# Problem details
All of the data should be restated word for word, with the pictures omitted.

# Records for the exercise
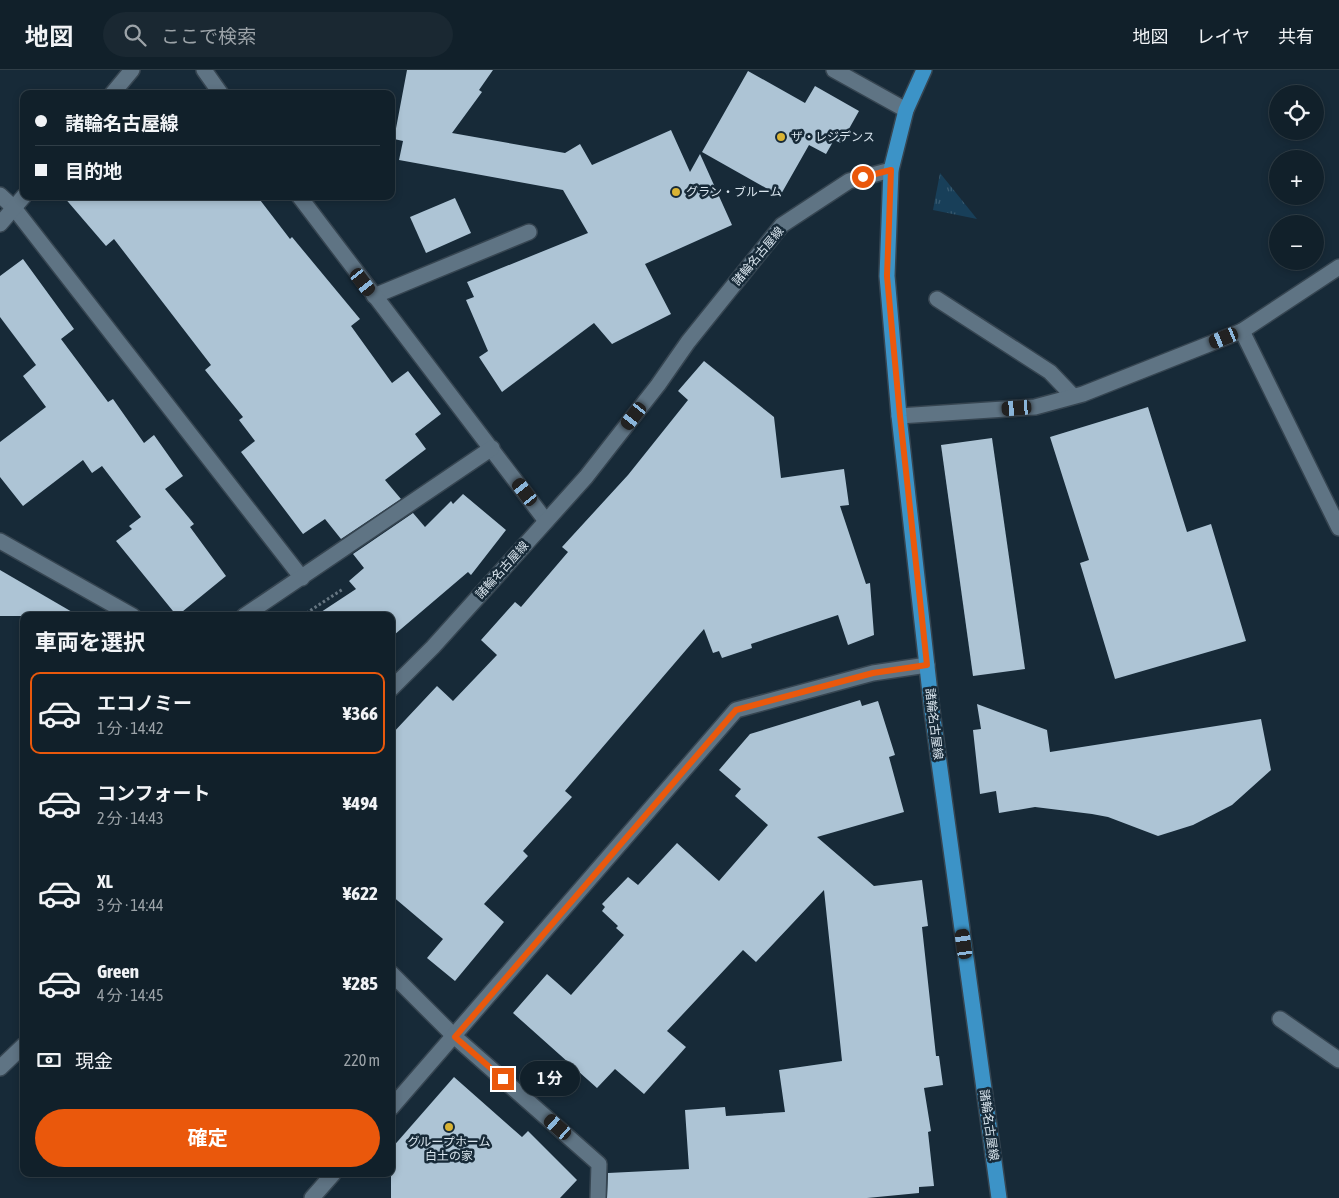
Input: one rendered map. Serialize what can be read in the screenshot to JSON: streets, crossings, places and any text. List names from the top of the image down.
{
  "streets": {
    "main road": ["諸輪名古屋線"]
  },
  "places": ["ザ・レジデンス", "グラン・ブルーム", "グループホーム 白土の家"],
  "page": {
    "header": "地図",
    "search": "ここで検索",
    "nav": ["地図", "レイヤ", "共有"],
    "map_buttons": ["+", "−"],
    "banner": ["諸輪名古屋線", "目的地"],
    "heading": "車両を選択",
    "list": [
      {
        "name": "エコノミー",
        "note": "1 分 · 14:42",
        "value": "¥366"
      },
      {
        "name": "コンフォート",
        "note": "2 分 · 14:43",
        "value": "¥494"
      },
      {
        "name": "XL",
        "note": "3 分 · 14:44",
        "value": "¥622"
      },
      {
        "name": "Green",
        "note": "4 分 · 14:45",
        "value": "¥285"
      }
    ],
    "pay": ["現金", "220 m"],
    "bubble": "1 分",
    "buttons": "確定"
  }
}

# The answer
Input: one rendered map. Serialize what can be read in the screenshot to JSON: streets, crossings, places and any text. List names from the top of the image down.
{
  "streets": {
    "main road": ["諸輪名古屋線"]
  },
  "places": ["ザ・レジデンス", "グラン・ブルーム", "グループホーム 白土の家"],
  "page": {
    "header": "地図",
    "search": "ここで検索",
    "nav": ["地図", "レイヤ", "共有"],
    "map_buttons": ["+", "−"],
    "banner": ["諸輪名古屋線", "目的地"],
    "heading": "車両を選択",
    "list": [
      {
        "name": "エコノミー",
        "note": "1 分 · 14:42",
        "value": "¥366"
      },
      {
        "name": "コンフォート",
        "note": "2 分 · 14:43",
        "value": "¥494"
      },
      {
        "name": "XL",
        "note": "3 分 · 14:44",
        "value": "¥622"
      },
      {
        "name": "Green",
        "note": "4 分 · 14:45",
        "value": "¥285"
      }
    ],
    "pay": ["現金", "220 m"],
    "bubble": "1 分",
    "buttons": "確定"
  }
}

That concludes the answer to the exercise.